What runs on every cleanr file.csv

These all happen automatically — no flags required.

Format Detection

Magic-byte inspection, extension hints, and CSV dialect sniffing identify the format and encoding automatically — including compressed files.

Column Normalization

"First Name" becomes first_name. All column names are lowercased, punctuation replaced with underscores, duplicates disambiguated.

Whitespace Cleaning

Strips leading/trailing whitespace, collapses double spaces, and replaces empty strings and common null placeholders (N/A, null, None, nan) with proper NaN.

Duplicate Removal

Finds and removes fully duplicate rows. Near-duplicate detection is tracked in the quality report.

Constant Column Drop

Columns that carry zero information (single unique value across all rows) are automatically removed.

Schema Inference

Six-pass analysis per column: bool, integer, float, datetime (18 formats), semantic type (15 patterns), cardinality. Each inference has a confidence score.

Smart Imputation

Under 5% missing: median/mode. 5-40% missing: KNN with distance weighting.

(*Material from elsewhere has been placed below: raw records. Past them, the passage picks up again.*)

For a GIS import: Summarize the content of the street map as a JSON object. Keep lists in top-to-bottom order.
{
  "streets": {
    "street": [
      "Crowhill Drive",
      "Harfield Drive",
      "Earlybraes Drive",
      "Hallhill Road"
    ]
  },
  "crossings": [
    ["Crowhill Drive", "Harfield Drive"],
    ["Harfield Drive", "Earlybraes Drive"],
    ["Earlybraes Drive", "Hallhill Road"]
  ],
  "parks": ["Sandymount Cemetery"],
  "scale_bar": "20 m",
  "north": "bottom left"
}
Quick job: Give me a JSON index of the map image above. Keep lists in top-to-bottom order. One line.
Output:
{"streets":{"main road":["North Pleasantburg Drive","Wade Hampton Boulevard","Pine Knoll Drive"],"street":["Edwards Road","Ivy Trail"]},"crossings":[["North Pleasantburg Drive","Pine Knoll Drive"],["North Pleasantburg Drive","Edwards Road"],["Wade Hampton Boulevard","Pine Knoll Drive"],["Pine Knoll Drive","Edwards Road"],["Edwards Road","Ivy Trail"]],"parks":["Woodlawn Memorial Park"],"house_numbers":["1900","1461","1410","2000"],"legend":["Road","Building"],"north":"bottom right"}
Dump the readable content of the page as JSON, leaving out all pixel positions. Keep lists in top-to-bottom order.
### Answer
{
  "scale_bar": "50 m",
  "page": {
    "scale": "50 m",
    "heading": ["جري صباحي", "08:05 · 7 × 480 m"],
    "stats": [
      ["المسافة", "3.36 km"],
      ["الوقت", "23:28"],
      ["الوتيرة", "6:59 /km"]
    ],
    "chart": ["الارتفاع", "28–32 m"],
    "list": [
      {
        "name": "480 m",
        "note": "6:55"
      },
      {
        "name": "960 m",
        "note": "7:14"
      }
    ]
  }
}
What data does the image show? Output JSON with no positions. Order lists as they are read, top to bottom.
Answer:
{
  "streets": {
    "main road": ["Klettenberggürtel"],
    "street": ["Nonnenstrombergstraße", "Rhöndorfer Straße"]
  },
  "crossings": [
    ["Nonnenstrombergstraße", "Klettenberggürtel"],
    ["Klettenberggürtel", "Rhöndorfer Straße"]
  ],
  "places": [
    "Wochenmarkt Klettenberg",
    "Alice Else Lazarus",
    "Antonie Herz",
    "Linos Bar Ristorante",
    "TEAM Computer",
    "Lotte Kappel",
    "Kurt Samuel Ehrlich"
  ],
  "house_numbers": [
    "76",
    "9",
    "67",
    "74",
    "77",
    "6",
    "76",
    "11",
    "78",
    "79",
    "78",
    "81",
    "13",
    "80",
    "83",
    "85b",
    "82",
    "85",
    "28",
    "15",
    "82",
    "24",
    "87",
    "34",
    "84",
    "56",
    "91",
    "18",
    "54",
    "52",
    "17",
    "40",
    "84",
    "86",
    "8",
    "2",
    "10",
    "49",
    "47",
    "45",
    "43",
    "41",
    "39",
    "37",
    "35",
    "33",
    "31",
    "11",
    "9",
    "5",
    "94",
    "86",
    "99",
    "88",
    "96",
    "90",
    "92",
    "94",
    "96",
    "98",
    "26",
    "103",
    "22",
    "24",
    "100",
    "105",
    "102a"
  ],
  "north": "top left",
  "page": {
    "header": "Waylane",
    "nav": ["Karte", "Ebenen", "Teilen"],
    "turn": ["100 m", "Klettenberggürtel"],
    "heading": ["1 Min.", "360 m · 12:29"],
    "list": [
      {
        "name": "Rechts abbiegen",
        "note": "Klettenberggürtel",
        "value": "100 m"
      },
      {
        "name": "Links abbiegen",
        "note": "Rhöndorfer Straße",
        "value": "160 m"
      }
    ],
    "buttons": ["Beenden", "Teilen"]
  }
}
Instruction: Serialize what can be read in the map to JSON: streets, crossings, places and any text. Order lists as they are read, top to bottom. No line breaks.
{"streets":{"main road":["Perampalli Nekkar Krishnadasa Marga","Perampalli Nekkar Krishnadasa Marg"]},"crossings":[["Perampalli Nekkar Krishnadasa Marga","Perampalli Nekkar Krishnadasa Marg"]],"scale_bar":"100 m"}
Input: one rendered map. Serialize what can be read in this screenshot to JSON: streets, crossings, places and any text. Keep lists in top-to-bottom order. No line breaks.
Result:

Over 40%: median with a warning. Datetimes: forward-fill then backward-fill.

Type Coercion

Columns inferred as integers, floats, booleans, datetimes, or categories are coerced to their correct types — with currency and percentage symbols stripped.

Format Validation

Invalid emails, phone numbers, URLs, UUIDs, IPv4 addresses, and other semantic types are flagged in dedicated _invalid_* columns.

Memory Optimization

Integer columns are downcast to the smallest fitting type. Low-cardinality strings become categories. Typical savings: 20-40%.

Quality Scoring

Five-dimension weighted score: Completeness (30%), Uniqueness (20%), Validity (20%), Consistency (15%), Accuracy (15%). Issues catalogued as Critical / Warning / Info.

SHA-256 Fingerprinting

Cryptographic hash of both raw file bytes and DataFrame content — before and after cleaning. Use to verify data integrity at any time.